The main issue the National Association of Social Workers Minnesota chapter focused on is raising the minimum wage. The liaisons created chants for the issue like “Care for your neighbor! Fair pay for labor!” and “Close the gap! Cut the crap!”
However, during the day at the Capitol, students discovered that the Senate and House had made an agreement toward increasing the minimum wage from $6.15, among the lowest in the nation, to $9.50 by 2016.
“It was nice that all the campaigning and writing to the politicians about the minimum wage and why we were there had actually been moving toward getting passed,” Zuniga-Laducer said. “I feel like a lot of times in the media it’s projected nothing ever gets through the Capitol, and nothing ever gets passed these days. To actually see it happening in front of us — it was more beneficial.”

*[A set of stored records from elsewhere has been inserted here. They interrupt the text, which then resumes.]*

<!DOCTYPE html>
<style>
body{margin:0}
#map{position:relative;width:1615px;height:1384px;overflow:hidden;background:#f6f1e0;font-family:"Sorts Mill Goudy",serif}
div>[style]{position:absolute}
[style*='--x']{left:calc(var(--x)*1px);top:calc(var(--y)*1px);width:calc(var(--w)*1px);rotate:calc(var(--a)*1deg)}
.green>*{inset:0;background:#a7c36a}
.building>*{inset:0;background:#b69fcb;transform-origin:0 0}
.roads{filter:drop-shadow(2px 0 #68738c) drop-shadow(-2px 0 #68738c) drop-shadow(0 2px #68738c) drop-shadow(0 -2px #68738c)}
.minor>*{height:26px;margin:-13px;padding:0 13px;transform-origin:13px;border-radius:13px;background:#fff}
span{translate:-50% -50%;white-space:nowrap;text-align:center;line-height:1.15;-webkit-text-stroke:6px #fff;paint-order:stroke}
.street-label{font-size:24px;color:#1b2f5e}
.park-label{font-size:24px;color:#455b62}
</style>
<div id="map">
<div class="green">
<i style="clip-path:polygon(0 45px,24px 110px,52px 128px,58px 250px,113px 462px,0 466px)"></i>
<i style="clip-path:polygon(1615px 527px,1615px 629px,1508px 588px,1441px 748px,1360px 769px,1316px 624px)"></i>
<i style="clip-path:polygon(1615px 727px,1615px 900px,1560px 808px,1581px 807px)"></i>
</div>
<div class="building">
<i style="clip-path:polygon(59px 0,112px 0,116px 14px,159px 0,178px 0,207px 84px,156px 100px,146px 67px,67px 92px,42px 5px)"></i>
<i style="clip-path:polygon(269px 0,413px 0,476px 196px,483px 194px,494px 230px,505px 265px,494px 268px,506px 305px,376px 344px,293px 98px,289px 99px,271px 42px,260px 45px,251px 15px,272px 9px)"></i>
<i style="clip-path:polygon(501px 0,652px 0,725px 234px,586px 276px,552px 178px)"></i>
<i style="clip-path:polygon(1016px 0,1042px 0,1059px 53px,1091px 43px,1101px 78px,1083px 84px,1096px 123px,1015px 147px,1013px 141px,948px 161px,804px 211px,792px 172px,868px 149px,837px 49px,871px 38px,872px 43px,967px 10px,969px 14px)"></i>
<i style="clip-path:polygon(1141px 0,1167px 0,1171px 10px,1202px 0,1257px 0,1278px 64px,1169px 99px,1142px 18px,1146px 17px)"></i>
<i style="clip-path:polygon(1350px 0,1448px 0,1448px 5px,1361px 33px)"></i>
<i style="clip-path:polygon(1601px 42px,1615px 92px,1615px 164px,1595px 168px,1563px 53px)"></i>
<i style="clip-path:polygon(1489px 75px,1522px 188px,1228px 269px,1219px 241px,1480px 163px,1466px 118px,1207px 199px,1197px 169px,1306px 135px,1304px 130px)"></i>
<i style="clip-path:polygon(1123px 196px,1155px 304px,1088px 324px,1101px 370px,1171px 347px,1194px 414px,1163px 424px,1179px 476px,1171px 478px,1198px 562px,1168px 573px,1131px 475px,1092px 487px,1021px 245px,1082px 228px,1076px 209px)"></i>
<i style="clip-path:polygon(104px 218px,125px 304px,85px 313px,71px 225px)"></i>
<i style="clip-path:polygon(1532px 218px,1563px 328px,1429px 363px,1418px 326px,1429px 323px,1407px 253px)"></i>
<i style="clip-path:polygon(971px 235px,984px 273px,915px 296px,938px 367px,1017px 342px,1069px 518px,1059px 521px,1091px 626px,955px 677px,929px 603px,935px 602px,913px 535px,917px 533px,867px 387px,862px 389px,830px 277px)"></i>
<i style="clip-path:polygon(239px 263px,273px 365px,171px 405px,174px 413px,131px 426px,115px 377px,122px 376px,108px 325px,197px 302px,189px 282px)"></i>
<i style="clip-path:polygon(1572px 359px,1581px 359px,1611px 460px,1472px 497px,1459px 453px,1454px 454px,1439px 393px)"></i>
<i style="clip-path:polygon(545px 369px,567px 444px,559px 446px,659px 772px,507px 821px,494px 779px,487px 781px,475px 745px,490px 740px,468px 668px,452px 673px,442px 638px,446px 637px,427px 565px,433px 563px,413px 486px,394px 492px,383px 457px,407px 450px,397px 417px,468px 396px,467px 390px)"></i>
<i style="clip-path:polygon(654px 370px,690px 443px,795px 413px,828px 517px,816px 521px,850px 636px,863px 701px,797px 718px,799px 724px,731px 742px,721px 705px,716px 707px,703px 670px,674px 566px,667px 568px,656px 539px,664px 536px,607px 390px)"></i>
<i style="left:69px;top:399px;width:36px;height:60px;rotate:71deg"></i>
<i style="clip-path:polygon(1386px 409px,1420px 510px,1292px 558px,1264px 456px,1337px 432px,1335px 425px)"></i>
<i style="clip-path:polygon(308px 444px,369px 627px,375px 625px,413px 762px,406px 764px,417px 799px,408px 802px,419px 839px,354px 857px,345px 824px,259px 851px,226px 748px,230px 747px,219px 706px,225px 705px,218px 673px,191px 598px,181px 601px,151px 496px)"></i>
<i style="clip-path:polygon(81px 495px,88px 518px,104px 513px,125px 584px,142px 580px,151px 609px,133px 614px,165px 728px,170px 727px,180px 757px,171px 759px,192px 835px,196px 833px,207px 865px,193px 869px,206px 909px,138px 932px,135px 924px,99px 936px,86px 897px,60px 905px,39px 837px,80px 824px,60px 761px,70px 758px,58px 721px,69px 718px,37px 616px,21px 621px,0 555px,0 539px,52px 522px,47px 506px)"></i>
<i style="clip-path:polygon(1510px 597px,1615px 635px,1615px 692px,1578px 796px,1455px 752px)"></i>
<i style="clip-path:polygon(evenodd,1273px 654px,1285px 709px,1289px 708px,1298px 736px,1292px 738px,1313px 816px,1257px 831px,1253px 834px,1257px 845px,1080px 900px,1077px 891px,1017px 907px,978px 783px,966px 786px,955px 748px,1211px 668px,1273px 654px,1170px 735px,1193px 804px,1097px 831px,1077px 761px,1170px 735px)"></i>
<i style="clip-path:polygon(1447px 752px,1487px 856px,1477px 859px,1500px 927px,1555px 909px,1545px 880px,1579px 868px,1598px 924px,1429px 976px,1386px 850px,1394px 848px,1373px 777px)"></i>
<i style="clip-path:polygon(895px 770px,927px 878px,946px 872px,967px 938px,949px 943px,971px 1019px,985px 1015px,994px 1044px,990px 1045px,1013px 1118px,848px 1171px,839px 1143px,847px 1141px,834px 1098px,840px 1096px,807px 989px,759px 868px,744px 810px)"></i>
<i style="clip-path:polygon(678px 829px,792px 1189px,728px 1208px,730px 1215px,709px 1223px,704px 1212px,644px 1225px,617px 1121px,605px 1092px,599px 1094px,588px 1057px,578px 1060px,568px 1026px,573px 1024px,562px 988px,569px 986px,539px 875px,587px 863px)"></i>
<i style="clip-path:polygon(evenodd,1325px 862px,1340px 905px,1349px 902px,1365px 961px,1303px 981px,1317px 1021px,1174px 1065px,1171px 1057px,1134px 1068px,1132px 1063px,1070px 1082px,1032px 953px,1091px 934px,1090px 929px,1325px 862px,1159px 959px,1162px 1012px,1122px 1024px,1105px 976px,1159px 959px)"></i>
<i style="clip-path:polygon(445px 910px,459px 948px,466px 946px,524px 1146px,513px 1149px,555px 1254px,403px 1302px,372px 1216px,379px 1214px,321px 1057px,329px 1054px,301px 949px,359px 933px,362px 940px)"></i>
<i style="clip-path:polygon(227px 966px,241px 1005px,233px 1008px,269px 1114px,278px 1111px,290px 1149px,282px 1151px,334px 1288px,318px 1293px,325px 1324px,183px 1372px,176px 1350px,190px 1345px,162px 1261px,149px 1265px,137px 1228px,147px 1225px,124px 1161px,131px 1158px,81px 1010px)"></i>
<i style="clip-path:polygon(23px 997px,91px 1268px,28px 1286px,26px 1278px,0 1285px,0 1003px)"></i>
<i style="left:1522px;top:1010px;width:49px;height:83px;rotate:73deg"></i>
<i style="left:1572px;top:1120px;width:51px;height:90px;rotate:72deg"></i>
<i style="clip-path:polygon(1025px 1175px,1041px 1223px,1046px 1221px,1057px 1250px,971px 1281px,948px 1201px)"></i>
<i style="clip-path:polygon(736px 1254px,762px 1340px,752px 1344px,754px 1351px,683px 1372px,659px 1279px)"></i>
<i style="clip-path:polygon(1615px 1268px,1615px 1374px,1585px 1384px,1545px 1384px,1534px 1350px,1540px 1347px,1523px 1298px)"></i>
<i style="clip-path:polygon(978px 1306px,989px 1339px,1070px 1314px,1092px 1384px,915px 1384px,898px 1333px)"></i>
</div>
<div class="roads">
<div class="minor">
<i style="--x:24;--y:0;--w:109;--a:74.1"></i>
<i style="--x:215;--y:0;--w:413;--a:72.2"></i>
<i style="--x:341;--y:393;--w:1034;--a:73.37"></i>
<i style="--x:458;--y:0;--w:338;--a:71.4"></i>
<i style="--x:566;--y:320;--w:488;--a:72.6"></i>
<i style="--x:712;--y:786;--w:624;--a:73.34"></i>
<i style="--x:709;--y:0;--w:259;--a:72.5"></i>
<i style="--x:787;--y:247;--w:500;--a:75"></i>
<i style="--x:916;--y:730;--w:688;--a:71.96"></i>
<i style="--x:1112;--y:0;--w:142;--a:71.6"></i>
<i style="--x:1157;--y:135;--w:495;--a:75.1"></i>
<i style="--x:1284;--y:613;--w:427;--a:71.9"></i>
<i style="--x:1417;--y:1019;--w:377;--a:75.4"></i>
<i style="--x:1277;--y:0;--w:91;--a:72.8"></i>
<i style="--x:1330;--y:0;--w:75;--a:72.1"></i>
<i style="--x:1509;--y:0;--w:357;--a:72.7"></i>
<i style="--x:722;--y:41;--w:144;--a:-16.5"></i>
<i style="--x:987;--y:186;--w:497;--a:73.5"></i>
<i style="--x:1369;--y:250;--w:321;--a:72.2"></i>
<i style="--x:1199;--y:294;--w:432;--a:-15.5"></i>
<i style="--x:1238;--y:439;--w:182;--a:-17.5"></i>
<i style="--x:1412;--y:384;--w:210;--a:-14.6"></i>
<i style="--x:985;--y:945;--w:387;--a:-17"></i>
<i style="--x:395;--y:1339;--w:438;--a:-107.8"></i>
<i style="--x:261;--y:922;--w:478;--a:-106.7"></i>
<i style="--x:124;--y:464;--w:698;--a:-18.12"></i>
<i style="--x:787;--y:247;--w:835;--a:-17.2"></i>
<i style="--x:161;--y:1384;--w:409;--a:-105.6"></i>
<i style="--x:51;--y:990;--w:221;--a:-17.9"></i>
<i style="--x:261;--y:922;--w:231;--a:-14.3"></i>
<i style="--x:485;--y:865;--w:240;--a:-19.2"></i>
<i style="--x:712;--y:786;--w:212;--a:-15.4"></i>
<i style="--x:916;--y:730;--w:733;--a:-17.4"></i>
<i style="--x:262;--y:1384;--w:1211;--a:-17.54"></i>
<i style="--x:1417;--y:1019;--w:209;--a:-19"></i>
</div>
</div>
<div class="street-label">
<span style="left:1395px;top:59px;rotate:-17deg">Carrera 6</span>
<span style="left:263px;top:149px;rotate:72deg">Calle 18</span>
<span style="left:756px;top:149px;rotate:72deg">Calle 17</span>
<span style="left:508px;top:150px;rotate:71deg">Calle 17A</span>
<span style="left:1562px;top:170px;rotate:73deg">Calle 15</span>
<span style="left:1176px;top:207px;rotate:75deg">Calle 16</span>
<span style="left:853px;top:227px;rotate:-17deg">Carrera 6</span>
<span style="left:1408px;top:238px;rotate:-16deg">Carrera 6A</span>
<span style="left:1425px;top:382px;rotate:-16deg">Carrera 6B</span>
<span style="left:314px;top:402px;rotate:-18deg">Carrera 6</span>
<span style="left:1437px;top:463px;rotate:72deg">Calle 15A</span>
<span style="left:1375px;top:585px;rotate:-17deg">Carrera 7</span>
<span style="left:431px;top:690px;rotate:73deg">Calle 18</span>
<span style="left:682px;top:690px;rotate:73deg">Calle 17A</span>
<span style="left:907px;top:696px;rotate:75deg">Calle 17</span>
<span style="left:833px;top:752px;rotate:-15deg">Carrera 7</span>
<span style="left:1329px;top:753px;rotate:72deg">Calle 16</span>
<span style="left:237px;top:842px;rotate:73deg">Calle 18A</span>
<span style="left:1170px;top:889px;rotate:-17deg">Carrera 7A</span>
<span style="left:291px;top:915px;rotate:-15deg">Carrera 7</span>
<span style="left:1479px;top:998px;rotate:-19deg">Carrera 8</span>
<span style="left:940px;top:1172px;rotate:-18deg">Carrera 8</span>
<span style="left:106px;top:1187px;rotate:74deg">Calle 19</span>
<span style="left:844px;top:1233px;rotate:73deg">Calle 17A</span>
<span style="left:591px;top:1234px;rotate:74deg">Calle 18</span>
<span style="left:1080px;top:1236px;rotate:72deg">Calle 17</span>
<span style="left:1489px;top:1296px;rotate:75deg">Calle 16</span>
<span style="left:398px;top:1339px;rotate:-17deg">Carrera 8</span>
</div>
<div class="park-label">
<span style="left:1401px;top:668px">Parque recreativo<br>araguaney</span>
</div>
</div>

“Our efforts have actually done something,” Colosky added.
Other than raising the minimum wage, the group discussed what students and future social workers would advocate for including the state putting more money toward education, pay caps in addition to minimum wage and the 5 percent increase in funding for long term care workers.
Huggins and Colosky felt everyone accepted the students’ advocacy and appreciated hearing what they had to say.
“The senators and representatives said this is your house,” Colosky said. “I never really thought of it that way. We can belong here.”
“There were legislators who were excited to greet us,” Huggins said. “They even waited in line to speak to us in the rotunda. It feels wonderful to feel like you have a voice, and you’re supported by those who have the power to influence what goes on in the government.”